[EXCERPTED RECORDS]
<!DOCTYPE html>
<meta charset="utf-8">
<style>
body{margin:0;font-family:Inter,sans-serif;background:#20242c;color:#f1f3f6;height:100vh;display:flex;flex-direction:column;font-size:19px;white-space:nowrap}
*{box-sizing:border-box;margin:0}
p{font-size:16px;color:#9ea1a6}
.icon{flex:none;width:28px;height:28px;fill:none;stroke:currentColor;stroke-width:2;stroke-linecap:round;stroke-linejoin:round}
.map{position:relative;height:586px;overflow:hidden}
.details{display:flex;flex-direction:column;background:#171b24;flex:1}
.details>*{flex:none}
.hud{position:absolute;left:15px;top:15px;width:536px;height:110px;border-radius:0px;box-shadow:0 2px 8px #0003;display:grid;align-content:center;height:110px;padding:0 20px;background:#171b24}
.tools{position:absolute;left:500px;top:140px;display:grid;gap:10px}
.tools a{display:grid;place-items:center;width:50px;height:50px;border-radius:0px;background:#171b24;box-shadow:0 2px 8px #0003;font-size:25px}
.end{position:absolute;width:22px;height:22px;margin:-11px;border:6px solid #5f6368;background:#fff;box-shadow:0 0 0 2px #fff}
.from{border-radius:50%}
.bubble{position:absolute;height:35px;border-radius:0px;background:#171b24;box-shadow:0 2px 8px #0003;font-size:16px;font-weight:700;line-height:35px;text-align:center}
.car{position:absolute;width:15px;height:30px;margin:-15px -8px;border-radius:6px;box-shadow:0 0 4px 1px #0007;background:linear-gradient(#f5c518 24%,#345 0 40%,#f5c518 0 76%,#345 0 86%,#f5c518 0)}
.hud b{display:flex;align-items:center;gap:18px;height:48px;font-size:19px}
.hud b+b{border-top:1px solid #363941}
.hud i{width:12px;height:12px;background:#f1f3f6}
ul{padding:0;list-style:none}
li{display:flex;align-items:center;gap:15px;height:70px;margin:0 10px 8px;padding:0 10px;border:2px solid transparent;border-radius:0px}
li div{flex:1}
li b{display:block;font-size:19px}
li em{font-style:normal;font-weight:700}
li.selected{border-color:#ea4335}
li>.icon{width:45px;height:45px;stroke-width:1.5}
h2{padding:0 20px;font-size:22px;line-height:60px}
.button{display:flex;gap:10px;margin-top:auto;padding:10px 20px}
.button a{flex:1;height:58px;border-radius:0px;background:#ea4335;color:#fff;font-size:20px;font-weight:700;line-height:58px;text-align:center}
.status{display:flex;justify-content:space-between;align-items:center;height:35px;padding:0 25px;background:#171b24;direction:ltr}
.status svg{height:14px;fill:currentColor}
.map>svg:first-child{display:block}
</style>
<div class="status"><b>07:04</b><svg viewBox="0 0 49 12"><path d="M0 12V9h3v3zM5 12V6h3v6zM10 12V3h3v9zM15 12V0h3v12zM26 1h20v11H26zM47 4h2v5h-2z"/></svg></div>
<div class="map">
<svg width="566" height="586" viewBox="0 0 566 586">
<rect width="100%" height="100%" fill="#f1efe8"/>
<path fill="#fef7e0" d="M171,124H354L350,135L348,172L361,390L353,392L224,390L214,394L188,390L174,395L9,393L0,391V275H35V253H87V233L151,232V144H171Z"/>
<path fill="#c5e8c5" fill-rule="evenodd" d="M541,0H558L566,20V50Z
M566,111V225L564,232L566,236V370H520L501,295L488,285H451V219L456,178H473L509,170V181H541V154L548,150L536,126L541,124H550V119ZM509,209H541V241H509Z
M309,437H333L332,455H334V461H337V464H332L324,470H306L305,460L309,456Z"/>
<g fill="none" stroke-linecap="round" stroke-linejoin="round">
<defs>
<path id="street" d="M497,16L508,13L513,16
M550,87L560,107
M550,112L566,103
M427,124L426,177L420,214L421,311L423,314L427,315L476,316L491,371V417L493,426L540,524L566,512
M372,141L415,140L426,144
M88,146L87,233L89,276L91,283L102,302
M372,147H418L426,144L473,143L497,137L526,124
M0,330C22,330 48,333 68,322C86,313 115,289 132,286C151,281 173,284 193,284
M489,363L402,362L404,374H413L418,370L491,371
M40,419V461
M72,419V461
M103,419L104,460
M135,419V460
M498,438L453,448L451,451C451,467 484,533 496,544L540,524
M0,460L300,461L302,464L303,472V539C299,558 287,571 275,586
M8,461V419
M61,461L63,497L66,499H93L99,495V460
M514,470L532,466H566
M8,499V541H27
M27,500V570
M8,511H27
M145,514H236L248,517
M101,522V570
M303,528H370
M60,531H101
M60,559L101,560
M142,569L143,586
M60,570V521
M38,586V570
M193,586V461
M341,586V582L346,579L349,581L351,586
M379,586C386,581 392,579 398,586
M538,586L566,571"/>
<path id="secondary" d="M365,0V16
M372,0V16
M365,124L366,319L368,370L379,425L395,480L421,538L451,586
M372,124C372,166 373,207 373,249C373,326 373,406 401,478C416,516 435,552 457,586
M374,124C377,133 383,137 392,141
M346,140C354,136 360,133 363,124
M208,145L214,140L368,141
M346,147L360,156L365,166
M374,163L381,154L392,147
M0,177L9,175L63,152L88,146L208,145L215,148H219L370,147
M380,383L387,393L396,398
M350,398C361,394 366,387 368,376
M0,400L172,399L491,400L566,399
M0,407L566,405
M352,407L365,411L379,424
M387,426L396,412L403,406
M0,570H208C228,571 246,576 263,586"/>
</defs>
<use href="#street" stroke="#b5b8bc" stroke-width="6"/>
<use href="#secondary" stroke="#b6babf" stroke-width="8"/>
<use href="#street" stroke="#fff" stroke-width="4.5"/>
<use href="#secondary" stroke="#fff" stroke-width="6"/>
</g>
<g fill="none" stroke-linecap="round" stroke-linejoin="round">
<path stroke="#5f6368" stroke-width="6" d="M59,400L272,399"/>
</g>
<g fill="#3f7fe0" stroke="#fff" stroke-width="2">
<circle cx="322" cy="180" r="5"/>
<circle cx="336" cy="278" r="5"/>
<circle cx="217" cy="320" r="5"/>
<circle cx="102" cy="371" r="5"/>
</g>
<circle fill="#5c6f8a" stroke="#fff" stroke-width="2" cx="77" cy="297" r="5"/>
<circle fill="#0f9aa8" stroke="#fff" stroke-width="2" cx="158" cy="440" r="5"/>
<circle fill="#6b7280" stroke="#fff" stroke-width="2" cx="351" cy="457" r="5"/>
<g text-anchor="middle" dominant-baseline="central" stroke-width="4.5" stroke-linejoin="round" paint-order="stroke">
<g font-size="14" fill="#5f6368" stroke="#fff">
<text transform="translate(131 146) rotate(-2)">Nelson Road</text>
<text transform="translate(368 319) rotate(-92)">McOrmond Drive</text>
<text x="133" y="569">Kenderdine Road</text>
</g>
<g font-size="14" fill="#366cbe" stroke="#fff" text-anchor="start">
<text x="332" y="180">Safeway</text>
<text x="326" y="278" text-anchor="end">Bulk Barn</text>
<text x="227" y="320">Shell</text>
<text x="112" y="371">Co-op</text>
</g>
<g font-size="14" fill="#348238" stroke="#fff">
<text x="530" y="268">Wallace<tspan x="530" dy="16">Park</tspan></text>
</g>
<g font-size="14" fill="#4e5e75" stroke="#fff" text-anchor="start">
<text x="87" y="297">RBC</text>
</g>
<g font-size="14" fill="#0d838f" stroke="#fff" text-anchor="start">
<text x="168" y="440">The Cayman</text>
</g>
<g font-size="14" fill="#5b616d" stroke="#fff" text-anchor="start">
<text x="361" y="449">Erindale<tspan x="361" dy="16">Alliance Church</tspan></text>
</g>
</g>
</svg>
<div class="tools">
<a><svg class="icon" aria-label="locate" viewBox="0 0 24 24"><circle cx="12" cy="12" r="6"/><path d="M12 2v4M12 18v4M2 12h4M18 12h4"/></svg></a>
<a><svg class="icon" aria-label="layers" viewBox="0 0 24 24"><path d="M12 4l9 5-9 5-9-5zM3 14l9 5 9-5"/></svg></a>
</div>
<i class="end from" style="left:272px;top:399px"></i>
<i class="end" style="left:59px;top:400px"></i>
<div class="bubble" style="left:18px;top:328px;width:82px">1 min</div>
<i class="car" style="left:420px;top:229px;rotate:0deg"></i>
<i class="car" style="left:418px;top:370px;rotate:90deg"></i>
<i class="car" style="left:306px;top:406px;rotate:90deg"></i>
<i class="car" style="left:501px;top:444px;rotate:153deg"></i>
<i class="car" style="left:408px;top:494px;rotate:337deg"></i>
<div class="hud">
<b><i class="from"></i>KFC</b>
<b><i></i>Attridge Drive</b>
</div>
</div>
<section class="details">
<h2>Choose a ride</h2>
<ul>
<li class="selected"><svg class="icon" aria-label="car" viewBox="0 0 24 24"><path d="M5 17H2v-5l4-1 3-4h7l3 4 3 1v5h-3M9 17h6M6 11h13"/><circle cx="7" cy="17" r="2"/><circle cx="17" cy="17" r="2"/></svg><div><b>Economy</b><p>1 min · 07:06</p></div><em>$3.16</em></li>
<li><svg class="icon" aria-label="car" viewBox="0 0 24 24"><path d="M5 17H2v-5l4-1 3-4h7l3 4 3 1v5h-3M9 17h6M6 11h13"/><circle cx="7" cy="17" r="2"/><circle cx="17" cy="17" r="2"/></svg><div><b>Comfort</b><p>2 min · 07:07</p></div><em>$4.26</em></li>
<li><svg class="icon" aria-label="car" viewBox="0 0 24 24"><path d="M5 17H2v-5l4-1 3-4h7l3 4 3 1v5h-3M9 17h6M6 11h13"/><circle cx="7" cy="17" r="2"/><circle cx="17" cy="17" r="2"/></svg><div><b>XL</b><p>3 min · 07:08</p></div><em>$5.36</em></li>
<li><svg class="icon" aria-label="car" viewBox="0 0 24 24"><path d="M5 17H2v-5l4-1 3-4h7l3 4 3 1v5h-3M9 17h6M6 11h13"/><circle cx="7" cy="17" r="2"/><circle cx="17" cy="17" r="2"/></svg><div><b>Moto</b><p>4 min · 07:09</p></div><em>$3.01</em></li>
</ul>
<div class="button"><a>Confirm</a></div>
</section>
[/EXCERPTED RECORDS]
EXERCISE DETAILS. Starting at the first line of the data above, retype each line exactly until you reach the line containing "-8px;border-radius:6px;box-shadow:0 0 4px", and include that line too.

TASK ANSWER.
<!DOCTYPE html>
<meta charset="utf-8">
<style>
body{margin:0;font-family:Inter,sans-serif;background:#20242c;color:#f1f3f6;height:100vh;display:flex;flex-direction:column;font-size:19px;white-space:nowrap}
*{box-sizing:border-box;margin:0}
p{font-size:16px;color:#9ea1a6}
.icon{flex:none;width:28px;height:28px;fill:none;stroke:currentColor;stroke-width:2;stroke-linecap:round;stroke-linejoin:round}
.map{position:relative;height:586px;overflow:hidden}
.details{display:flex;flex-direction:column;background:#171b24;flex:1}
.details>*{flex:none}
.hud{position:absolute;left:15px;top:15px;width:536px;height:110px;border-radius:0px;box-shadow:0 2px 8px #0003;display:grid;align-content:center;height:110px;padding:0 20px;background:#171b24}
.tools{position:absolute;left:500px;top:140px;display:grid;gap:10px}
.tools a{display:grid;place-items:center;width:50px;height:50px;border-radius:0px;background:#171b24;box-shadow:0 2px 8px #0003;font-size:25px}
.end{position:absolute;width:22px;height:22px;margin:-11px;border:6px solid #5f6368;background:#fff;box-shadow:0 0 0 2px #fff}
.from{border-radius:50%}
.bubble{position:absolute;height:35px;border-radius:0px;background:#171b24;box-shadow:0 2px 8px #0003;font-size:16px;font-weight:700;line-height:35px;text-align:center}
.car{position:absolute;width:15px;height:30px;margin:-15px -8px;border-radius:6px;box-shadow:0 0 4px 1px #0007;background:linear-gradient(#f5c518 24%,#345 0 40%,#f5c518 0 76%,#345 0 86%,#f5c518 0)}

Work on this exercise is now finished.